La refonte de l’ALENA et l’accord avec le Japon

Depuis l’accession de Donald Trump à la présidence, les Etats-Unis n’ont de cesse de redéfinir la manière dont ils échangent avec le reste du monde, avec pour objectif affiché de réduire leur déficit commercial. Renonçant à l’Accord de Partenariat Transpacifique, et au Partenariat transatlantique de commerce et d’investissement (TTIP), le Président Trump a rapidement montré qu’il souhaitait redéfinir l’Accord de libre-échange nord-américain (ALENA), dont le successeur, l’Accord Canada–États-Unis–Mexique (ACEUM) ou USMCA, a été ratifié par le Congrès le 19 décembre dernier2.

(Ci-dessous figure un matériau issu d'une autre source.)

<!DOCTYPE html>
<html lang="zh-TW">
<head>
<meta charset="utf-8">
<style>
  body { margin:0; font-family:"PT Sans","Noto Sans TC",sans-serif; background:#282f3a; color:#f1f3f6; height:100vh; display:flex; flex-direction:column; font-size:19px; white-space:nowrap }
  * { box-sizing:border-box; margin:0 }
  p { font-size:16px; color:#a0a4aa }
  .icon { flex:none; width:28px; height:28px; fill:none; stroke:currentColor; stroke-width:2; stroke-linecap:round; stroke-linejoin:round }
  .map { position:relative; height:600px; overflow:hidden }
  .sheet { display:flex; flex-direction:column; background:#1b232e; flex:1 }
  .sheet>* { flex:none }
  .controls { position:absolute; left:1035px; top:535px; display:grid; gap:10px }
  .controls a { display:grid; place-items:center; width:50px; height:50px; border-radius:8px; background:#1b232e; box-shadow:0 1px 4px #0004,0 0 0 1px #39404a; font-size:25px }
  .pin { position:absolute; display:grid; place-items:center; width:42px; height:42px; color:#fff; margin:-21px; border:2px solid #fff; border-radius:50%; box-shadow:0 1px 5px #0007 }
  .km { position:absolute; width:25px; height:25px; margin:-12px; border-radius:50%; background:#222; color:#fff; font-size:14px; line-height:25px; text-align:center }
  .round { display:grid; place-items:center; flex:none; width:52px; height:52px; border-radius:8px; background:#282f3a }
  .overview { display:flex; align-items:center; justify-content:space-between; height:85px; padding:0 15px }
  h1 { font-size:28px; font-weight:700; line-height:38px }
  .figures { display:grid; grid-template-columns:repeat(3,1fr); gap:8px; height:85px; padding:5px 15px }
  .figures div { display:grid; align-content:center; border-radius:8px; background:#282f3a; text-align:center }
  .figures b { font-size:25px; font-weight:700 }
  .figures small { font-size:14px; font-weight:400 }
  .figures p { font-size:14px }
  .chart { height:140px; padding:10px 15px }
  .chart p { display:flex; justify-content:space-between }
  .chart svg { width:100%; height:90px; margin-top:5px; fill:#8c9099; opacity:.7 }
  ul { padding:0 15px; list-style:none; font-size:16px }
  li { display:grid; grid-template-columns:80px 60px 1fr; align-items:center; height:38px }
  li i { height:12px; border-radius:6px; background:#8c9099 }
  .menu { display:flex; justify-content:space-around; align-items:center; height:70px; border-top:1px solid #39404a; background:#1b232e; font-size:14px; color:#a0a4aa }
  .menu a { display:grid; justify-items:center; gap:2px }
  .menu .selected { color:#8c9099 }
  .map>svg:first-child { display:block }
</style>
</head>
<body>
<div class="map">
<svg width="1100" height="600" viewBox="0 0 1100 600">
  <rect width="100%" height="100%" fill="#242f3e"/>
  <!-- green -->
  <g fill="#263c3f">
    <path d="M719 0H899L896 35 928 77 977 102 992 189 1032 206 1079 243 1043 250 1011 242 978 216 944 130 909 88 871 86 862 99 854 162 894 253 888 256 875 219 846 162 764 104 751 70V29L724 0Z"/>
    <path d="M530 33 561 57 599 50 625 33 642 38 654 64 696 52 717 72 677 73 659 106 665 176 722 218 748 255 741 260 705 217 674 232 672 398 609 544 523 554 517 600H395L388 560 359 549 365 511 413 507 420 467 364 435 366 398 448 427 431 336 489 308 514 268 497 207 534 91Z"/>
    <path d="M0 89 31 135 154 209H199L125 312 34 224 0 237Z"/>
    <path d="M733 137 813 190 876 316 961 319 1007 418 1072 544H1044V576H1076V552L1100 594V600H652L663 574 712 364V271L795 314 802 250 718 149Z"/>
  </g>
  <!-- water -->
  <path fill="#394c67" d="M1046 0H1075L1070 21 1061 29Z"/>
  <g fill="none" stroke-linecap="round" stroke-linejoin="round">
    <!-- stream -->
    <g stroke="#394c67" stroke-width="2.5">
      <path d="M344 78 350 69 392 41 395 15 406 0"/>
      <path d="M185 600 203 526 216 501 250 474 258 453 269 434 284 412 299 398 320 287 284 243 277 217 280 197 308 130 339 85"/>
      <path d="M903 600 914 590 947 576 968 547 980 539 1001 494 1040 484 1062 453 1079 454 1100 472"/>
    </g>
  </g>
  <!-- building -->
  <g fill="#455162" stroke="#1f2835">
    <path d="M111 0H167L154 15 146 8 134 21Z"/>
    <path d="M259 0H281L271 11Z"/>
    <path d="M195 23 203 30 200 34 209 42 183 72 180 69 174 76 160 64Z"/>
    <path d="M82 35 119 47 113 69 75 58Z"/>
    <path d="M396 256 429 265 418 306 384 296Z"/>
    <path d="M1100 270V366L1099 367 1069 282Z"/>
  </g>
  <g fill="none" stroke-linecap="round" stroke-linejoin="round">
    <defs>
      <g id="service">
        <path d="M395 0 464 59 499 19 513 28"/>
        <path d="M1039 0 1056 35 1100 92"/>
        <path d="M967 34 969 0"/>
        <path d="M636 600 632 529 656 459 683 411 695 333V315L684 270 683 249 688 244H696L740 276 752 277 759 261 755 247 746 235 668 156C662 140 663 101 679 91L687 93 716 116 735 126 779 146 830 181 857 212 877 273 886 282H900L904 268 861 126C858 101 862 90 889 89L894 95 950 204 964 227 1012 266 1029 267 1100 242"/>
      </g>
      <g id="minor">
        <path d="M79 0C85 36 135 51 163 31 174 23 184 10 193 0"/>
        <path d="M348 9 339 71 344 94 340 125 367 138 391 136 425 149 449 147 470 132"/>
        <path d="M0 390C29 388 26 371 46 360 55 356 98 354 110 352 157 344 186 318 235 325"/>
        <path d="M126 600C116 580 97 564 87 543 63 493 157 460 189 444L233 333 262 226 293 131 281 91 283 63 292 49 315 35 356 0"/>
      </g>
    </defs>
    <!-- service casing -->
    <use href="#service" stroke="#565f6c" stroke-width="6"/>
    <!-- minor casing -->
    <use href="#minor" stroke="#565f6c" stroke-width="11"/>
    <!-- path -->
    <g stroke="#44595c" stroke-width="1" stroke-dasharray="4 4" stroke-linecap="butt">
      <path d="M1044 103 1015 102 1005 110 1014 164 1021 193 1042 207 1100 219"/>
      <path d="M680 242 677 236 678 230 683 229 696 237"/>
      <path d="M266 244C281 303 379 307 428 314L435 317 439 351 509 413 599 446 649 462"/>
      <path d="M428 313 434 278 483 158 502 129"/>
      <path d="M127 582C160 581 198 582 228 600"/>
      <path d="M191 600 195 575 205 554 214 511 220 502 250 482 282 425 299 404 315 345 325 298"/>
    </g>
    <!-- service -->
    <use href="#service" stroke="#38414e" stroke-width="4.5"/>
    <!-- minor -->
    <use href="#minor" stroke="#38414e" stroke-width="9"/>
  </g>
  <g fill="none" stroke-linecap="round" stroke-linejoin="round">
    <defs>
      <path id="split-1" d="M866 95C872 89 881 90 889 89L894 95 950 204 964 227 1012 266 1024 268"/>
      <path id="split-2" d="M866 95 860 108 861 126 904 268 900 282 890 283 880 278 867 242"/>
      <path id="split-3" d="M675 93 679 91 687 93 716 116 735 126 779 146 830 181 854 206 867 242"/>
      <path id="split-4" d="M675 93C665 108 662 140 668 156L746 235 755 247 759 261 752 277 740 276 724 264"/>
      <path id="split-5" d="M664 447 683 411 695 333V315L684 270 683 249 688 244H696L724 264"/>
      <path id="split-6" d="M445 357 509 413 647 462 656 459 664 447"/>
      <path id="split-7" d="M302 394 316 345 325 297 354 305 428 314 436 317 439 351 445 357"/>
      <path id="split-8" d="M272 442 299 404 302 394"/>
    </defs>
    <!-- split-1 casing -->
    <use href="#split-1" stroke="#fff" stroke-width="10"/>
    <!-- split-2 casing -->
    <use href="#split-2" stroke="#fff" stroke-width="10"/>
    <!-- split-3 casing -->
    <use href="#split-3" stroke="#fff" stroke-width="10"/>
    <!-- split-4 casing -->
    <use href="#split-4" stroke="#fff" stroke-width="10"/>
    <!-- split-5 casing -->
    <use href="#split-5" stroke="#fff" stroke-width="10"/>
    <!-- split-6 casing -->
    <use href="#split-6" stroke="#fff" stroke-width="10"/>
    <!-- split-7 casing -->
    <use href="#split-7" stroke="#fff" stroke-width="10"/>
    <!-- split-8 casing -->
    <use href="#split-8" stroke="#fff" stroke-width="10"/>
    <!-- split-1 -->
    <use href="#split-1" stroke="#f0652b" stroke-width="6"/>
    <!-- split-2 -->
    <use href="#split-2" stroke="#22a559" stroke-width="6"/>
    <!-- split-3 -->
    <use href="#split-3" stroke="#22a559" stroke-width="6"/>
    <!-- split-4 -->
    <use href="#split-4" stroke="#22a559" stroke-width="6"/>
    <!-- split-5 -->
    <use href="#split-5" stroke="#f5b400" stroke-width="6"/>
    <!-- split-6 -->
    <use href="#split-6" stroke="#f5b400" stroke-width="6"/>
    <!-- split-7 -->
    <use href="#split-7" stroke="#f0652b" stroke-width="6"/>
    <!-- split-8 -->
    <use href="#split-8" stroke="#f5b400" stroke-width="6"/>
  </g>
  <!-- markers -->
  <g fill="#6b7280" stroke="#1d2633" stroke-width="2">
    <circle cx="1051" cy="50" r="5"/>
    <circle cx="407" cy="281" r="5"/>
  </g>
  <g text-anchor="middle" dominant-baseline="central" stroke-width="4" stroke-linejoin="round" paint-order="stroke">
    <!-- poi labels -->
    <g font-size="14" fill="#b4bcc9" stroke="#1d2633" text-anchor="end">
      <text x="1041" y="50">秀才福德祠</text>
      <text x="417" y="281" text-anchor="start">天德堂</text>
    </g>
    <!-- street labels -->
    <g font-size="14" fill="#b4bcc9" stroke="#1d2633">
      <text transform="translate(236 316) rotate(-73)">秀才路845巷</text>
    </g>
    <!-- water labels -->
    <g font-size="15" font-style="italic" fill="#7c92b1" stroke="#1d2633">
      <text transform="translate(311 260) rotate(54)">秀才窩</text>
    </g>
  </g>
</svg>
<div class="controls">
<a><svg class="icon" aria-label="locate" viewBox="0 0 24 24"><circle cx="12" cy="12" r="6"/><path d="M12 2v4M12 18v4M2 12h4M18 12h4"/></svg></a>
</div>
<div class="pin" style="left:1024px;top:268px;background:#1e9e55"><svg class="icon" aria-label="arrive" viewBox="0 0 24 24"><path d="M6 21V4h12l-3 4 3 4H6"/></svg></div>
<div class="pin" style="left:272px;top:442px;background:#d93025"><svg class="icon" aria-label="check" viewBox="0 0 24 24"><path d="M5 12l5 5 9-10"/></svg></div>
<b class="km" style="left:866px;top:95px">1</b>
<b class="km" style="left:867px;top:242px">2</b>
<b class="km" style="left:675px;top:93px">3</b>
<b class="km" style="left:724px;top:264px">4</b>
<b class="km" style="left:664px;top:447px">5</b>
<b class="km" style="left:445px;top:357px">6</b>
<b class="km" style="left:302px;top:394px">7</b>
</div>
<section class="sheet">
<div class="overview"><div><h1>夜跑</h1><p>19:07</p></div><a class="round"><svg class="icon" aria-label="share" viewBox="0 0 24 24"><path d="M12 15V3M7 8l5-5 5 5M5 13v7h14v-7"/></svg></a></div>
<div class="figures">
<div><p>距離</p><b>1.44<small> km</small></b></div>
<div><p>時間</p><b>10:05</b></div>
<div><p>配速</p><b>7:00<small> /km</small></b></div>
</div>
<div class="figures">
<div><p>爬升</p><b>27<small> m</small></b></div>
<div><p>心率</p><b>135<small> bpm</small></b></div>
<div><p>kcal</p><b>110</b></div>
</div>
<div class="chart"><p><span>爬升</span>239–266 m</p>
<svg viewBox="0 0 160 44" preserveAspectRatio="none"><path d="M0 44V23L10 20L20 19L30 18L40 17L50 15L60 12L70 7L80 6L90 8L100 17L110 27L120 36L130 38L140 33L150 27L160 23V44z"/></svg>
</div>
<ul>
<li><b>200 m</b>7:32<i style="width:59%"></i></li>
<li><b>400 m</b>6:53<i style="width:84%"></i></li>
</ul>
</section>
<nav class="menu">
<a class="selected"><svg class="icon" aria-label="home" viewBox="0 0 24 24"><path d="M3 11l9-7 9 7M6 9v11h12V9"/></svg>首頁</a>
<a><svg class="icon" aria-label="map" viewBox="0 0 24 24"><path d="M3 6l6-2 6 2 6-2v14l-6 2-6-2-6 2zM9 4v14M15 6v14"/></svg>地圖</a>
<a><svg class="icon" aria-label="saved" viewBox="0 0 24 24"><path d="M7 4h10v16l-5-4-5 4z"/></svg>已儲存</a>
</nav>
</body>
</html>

Sur les sujets agricoles, les Etats-Unis ont obtenu des concessions non négligeables de la part de leurs voisins, notamment en ce qui concerne les échanges de produits laitiers avec le Canada. Les deux pays possèdent un système de commercialisation collectif permettant d’opérer une péréquation entre les différentes valorisations du lait. Ce système opère grâce à la définition de « classes » de produits laitiers, chacune correspondant à un type de valorisation. Le nouvel accord nord-américain a permis de rapprocher les deux systèmes, en supprimant la classe 7 canadienne nouvellement créée suite à la négociation du CETA avec l’Union européenne. Cette classe ne correspondait pas à un type de valorisation en soit, mais avait été créée par le Canada afin d’écouler les surplus à l’extérieur de leurs frontières en vendant du lait à un prix plus bas aux industriels en mesure d’exporter3. Directement concernés par la stratégie canadienne, les Etats-Unis ont obtenu la suppression de cette classe 7 qui aurait pu déstabiliser leur propre politique laitière. Il en est de même avec les importations mexicaines de sucre vers les Etats-Unis qui sont maintenant très encadrées – en quantité et en valeur – afin de ne pas déstabiliser le régime de quotas toujours à l’œuvre dans les plaines américaines4.

On notera également que l’accord contient des provisions concernant la reconnaissance d’appellations. Alors qu’il s’agit d’un important point d’achoppement avec l’Union européenne notamment, l’USMCA contient une clause protégeant certaines appellations d’alcools5 (différents types de Whisky, de Tequila ou encore de Mezcal) qui sont désormais reconnues par les trois pays et ne peuvent donc pas être utilisés en dehors de leur région de production historique. L’accord prévoit par ailleurs de futures négociations pour la protection d’autres appellations de spiritueux.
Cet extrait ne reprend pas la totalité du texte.